" 'Our Town,' " Wilder later wrote in his preface to "Three Plays," "is not offered as a picture of life in a New Hampshire village. It is an attempt to find a value above all price for the smallest events in our daily life."
"Our Town" is a cautionary tale. Emily, Wilder's heroine, doesn't find the value of life until she is in her grave. Wilder didn't want audiences to wait that long. But truth and discovery are not so easy to find in the granitic interpretation "Our Town" is being given as the season-opening production at Hartford Stage.
You can't fault director Gregory Boyd for steering us away from the cloying American sampler warmth and sentimentality that so often coats a play that has come to be associated with high school and college theater.
Boyd draws on the rugged New Hampshire landscape and the tough, pragmatic, no-frills, no-nonsense temperament of the residents of Wilder's fictitious Grover's Corners.
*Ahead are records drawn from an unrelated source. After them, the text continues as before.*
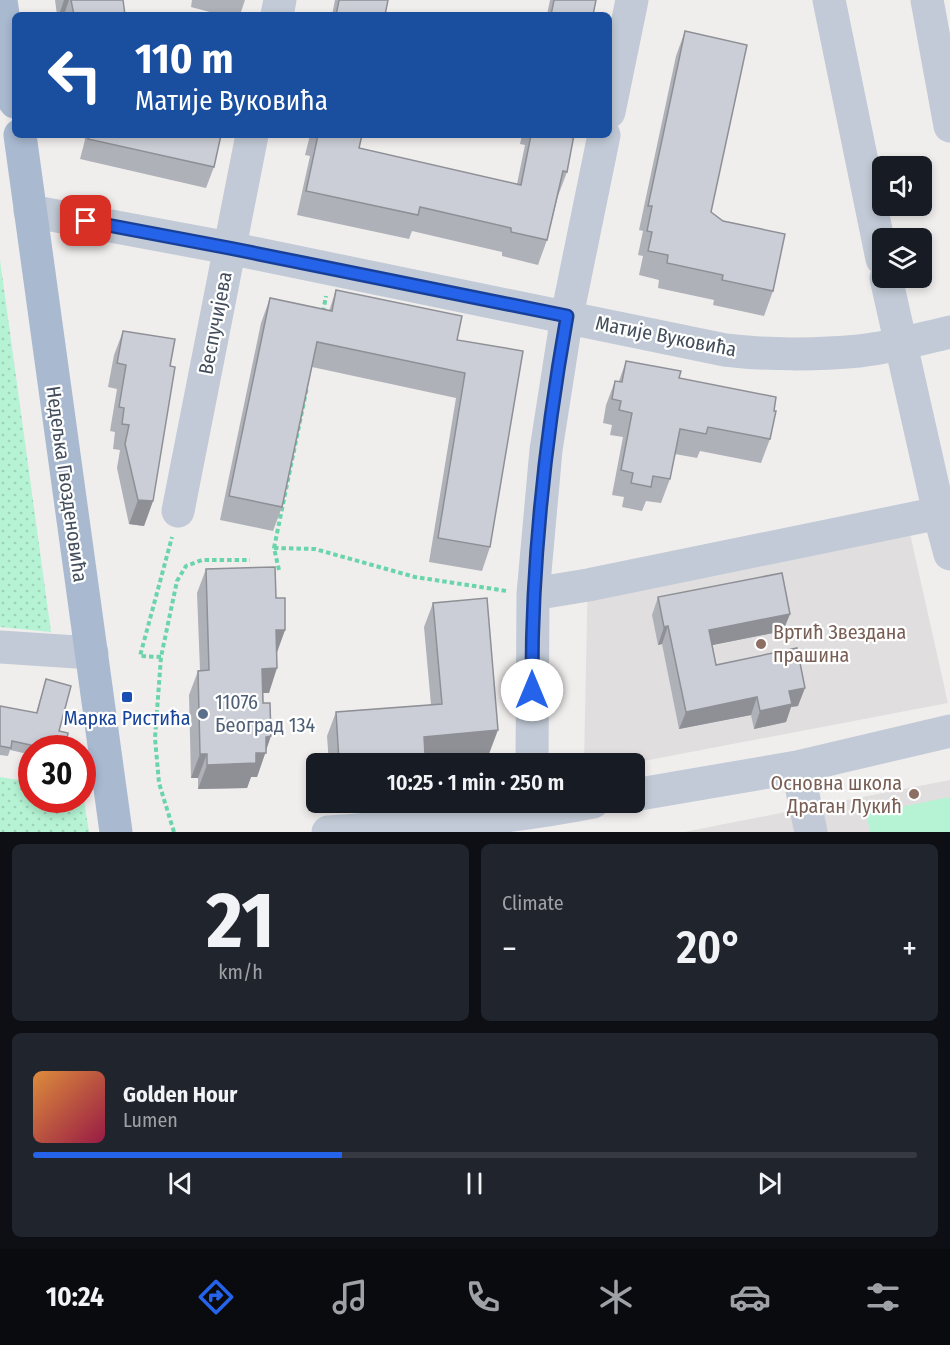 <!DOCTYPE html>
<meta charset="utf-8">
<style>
:root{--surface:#171b24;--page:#20242c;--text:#f1f3f6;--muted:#9ea1a6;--line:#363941;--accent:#2563eb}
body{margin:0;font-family:"Fira Sans Condensed",sans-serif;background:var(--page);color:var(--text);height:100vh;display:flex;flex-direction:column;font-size:22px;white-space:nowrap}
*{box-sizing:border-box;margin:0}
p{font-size:20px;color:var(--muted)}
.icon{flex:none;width:33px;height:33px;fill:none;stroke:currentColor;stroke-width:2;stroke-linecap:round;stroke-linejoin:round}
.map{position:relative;height:832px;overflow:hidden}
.sheet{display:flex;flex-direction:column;gap:12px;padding:12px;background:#0d0f14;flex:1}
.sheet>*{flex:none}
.hud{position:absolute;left:12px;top:12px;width:600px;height:126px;border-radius:9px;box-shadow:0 3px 9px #0003;background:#1a4fa0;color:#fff;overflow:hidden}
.fabs{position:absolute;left:872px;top:156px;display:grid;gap:12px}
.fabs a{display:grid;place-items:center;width:60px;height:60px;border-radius:9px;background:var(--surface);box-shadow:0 3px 9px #0003;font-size:30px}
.speed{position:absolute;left:18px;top:735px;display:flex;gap:12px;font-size:30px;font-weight:700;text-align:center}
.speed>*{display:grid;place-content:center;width:78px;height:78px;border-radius:50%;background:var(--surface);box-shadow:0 3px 9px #0003;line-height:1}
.speed .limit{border:9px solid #d22;background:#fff;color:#111}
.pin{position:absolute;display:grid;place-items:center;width:51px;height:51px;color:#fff;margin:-26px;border-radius:12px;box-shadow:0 3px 9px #0006}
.me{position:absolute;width:66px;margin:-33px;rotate:0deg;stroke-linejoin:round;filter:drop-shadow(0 0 4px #0008)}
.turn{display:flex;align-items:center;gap:21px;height:126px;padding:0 24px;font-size:27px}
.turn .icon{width:78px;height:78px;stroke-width:2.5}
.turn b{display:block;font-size:42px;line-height:51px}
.big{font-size:45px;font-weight:600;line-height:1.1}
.sheet .card{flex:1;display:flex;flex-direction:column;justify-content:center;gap:9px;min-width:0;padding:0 21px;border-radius:9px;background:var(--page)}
.sheet .dial{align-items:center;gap:0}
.dial b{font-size:78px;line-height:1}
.song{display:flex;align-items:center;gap:18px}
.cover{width:72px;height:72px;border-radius:9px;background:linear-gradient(135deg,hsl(30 70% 55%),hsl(340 70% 35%))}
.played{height:6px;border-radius:3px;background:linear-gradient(90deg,var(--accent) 35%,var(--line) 35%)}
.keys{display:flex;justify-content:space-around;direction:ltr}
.heat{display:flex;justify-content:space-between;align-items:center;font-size:33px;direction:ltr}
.sheet .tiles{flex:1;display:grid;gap:12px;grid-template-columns:1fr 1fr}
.card:last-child{grid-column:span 2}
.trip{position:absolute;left:306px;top:753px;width:339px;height:60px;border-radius:9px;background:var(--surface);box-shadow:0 3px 9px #0003;font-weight:600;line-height:60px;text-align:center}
.menu{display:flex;height:96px;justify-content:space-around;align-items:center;background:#090b0e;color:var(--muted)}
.menu .icon{width:42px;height:42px}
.menu .on{color:var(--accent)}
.menu b{font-size:27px;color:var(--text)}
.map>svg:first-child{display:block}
.education{fill:#e1dedf}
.grass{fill:url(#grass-dots)}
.garden{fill:#b5f3d4}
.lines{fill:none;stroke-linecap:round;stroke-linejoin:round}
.path{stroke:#6ad5ab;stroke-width:4;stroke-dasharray:4.5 3;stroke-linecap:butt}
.minor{stroke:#c1cad6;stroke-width:33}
.major{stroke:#a9b9d0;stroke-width:33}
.wall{fill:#afb1b8}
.shaded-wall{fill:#8e9096}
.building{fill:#cbced6;stroke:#8e9096;stroke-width:1.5}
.route-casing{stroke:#184099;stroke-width:15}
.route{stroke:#2563eb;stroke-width:10}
.education-dot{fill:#8d6e63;stroke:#fff;stroke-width:2}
.transit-dot{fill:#1a4fb4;stroke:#fff;stroke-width:2}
.service-dot{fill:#5c6f8a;stroke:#fff;stroke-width:2}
.labels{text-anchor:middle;stroke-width:4.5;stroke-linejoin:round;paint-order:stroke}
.street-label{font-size:20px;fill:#434e5c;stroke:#fff}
.education-label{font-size:20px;fill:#785e54;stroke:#fff;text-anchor:start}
.service-label{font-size:20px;fill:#4e5e75;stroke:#fff;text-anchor:start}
.transit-label{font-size:20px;fill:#164399;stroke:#fff}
</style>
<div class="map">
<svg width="950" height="832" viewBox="0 0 950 832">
<defs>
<pattern id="grass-dots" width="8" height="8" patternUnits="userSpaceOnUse" patternTransform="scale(1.5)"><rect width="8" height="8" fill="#b5f3d4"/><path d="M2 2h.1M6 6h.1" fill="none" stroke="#9dd2b8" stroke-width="1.8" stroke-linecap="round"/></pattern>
</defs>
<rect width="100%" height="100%" fill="#f0eded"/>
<!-- education -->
<path class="education" d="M904,507L948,703L633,763L584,764L588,569Z
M950,780V832H684L806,808Z"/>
<!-- grass -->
<path class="grass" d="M0,260L51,632L0,627Z
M0,777L31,782L32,800H82L83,794L89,832H0Z"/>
<!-- garden -->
<path class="garden" d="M950,797V832H870L866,814Z"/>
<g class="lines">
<!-- path -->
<path class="path" d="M323,312L326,296
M274,548L307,387
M279,570L274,548L315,549L415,577L507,591
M161,657L140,656L172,537
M174,832L159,783L155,738L161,657L177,581L186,566L202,560H250"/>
<!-- minor -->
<path class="minor" d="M829,0L882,259
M927,0L950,126
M277,15L280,0
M609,112L632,0
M30,211L229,248L725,350C766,355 817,355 859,351C890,348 920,339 950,332
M886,278L939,513L950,554
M178,511L252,135
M533,594L588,585L939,513
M0,647L92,653
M532,764L533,594L546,450L567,316L604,135
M797,767L811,832
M634,795L797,767L950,731
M328,832C417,826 506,819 593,802"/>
<!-- major -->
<path class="major" d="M1,0L15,102
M20,135L116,832"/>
</g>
<!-- wall -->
<path class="wall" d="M55,0H123L125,15H57Z
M192,0H245L240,15H221L191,7Z
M335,0H388L385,15H332Z
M550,0H596L593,15H547Z
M685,31L711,212L773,291L764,316L713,305L714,300L658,288L659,280L639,275L643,256L638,255L643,231L639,230L676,56Z
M84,135H221L214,167L206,188L80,159L85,140Z
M310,135H362L359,148L517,184L525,145L520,144L522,135H574L567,172L558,196L547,240L538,265L502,256V252L412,231L409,239L297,215L310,156L305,155Z
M336,290L457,340L523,351L490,547L482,571L429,562L456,398L312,367L282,507L273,531L220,520L261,323L270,298L329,311Z
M123,331L170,366L153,501L144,526L129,524L117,468L120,450L113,449L115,432L110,431L117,389L108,387L114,355Z
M626,361L679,378L774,411L770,439L761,463L700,451L697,458L675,454L670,479L661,503L646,501L642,511L622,507L624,497L612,495L623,437L610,435L612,425L603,423L606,405L615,381H619Z
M206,569L276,598L285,630L277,653L269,693H263L266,751L257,777H251L247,788L198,789V778H191L189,695L198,671L200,670L197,593Z
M658,597L790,614L783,631L712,645L716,665L798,706L791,707L786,722L754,729L751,715L679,729L662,644L658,645L652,615Z
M433,603L489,754L423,760L422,764H329L327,736L336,712L431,705L424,627Z
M46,679L59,731L65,748H32V755L10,750L8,756L0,755V706L36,713Z"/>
<!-- shaded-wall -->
<path class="shaded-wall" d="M64,0H69L64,15H59Z
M138,500L153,501L144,526L129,524Z
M790,614L783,631L703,647L709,630Z
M668,626L662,644L658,645L664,627Z
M276,630H285L276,654Z
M277,668L269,693H253L262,669Z
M805,688L798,706L791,707L786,722L754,729L760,711L789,691Z
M757,697L751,715L679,729L686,712Z
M498,730L489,754L423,760L422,764H338L339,761L424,737Z
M271,736L257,777H251L247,788L198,789L207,765L256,753L266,737Z
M200,754H207L198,778H191Z"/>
<!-- building -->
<path class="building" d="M71,0H123L125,15H74Z
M339,0H388L385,15H336Z
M554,0H596L593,15H551Z
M685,31L747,45L711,212L723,221L785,234L773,291L722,280L723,275L667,263L668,255L648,251L652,232L647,231L652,206H648Z
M88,135H221L214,167L88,139Z
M318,135H362L359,148L521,185L531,135H574L567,172L563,171L547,240L511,232V228L420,207L418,215L306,191Z
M336,290L462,316L457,340L523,351L490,547L438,538L465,373L317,342L282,507L229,496L270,298L332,311Z
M123,331L175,339L170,366L175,367L153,501L138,500L125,444L129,425L122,424L124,408L119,407L126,365L117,363Z
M626,361L681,371L679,378L776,397L774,411H776L770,439L708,427L706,434L680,429L670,479L653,476L651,487L631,483L633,473L621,470L632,413L619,410L621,401L612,399L615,381L622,382Z
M275,567L276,598H285V630H276L277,668L262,669L263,703H270L271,736L266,737V753H256V763L207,765V754H200L198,671L209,670L206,569Z
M782,573L790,614L709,630L716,665L797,648L805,688L789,691L792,704L760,711L757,697L686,712L668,626L664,627L658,597Z
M487,598L498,730L424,737L425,754L339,761L336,712L442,704L433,603Z
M46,679L71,686L59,731L68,733L65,748H44L12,741L11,748L0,746V706L37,713Z"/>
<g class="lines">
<defs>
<path id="route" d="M86,221L229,248L567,316C545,440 531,564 532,690"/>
</defs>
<!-- route casing -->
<use href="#route" class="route-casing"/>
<!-- route -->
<use href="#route" class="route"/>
</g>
<!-- markers -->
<g class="education-dot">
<circle cx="761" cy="644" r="6"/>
<circle cx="914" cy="794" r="6"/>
</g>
<rect class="transit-dot" x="121" y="691" width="12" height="12" rx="3"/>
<circle class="service-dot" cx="203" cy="714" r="6"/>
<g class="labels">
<!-- street labels -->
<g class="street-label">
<text transform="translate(215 323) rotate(-79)" y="7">Веспучијева</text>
<text transform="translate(666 336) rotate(11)" y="7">Матије Вуковића</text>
<text transform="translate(67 484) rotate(82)" y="7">Недељка Гвозденовића</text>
</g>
<!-- education labels -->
<g class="education-label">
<text x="773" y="639">Вртић Звездана<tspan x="773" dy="23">прашина</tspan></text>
<text x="902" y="790" text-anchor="end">Основна школа<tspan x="902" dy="23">Драган Лукић</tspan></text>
</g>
<!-- service labels -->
<g class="service-label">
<text x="215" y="709">11076<tspan x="215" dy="23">Београд 134</tspan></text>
</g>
<!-- transit labels -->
<g class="transit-label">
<text x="127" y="725">Марка Ристића</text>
</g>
</g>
</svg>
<div class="fabs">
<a><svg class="icon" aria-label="sound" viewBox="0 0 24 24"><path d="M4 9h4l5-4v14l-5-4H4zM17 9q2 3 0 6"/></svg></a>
<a><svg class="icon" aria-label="layers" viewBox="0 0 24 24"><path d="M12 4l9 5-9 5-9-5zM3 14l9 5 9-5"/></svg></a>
</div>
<div class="speed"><div class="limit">30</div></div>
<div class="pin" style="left:86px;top:221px;background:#d93025"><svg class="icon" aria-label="arrive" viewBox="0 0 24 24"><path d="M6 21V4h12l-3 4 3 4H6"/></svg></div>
<svg class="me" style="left:532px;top:690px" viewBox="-20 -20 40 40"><circle r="19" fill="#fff"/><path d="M0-13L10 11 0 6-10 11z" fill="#2563eb"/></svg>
<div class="trip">10:25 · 1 min · 250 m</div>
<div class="hud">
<div class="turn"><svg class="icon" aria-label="left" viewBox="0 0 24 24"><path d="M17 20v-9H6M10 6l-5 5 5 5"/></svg><div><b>110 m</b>Матије Вуковића</div></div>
</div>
</div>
<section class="sheet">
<div class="tiles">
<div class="card dial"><b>21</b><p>km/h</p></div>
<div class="card"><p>Climate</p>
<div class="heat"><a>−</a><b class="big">20°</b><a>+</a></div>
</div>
<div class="card">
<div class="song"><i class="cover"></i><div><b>Golden Hour</b><p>Lumen</p></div></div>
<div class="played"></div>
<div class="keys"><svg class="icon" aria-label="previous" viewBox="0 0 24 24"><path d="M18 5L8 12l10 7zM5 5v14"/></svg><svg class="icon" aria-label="pause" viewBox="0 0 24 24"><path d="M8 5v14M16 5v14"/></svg><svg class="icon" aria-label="next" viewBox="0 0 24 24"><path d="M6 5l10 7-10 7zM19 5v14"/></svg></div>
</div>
</div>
</section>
<nav class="menu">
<b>10:24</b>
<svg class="icon on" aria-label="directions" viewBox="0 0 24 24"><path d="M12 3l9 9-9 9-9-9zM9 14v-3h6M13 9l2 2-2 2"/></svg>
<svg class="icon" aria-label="music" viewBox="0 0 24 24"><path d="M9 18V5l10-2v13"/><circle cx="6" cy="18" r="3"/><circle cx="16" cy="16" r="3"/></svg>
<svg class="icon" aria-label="phone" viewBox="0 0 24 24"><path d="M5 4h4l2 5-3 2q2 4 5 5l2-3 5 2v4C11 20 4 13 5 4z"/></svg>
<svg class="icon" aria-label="climate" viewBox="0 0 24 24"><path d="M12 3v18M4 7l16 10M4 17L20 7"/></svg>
<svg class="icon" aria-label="car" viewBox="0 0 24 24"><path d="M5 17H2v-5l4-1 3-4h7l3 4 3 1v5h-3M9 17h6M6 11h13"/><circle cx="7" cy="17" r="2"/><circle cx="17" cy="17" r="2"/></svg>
<svg class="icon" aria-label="filters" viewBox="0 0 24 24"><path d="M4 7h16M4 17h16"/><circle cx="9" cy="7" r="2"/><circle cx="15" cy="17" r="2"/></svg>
</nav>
Seasons come and go. Life in Grover's Corners moves through its cycles without a never-you-mind. And yet, something of value is missing in Boyd's translation.
Boyd's cast headed by a surprisingly cautious Hal Holbrook as The Stage Manager; Annalee Jefferies and Josie de Guzman as mothers Webb and Gibbs, respectively; Frank Converse and Ross Bickell as, respectively, Editor Webb and Doc Gibbs; and including Hartford Stage veterans Nafe Katter, Noble Shropshire, and Bill Kux moves and speaks with steadfast certainty and presentational matter-of-factness.
But for all the authenticity of place and tone, the play's truths are lost. With the notable exceptions of Jefferies and de Guzman and some nice contributions by Kux, Katter, Shropshire and Charlotte Booker this production has all the emotional aridity of Prof. Willard's discourse on Grover's Corners' archaeological and sociological history and make-up.
With a tendency to pound out his words in an accent that is an uneasy mix of New Hampshire accent and Irish brogue, Converse's Editor Webb sounds as if he is never far removed from a whiskey bottle.
Bickell's bankerlike Doc Gibbs is as immaculate in wardrobe as he is in manner.
Donovan Patton's George Gibbs is amiable and about as memorable as a slice of fresh white bread.
As Emily, Ginna Carter offers little for Patton to work with and even less for us to care about. Rather than a Grover's Corners native, Carter's Emily is more like a punk princess from the streets of New York transplanted against her will to rural New Hampshire. This is not a woman who will be content to take her place as a keeper of the household, mother, dairy farmer's wife.
"Moliere said that for theatre all
he needed was a platform and a passion or two," Wilder wrote in his preface to "Three Plays."
"The climax of this play needs only five square feet and the passion to know what life means to us." That climax is crowned by Emily's final speech, which ends with the play's core question "Do any human beings ever realize life while they live it, every, every minute?"
The speech spills out of Carter's mouth in a passionless, thoughtless rush, the emotional equivalent of one long run-on sentence.
"You've got to love life to have life, and you've got to have life to love life," the Stage Manager says in his monologue at the opening of the play's second act. Boyd's production does neither. But, then, that's the way it is in Granite Corners.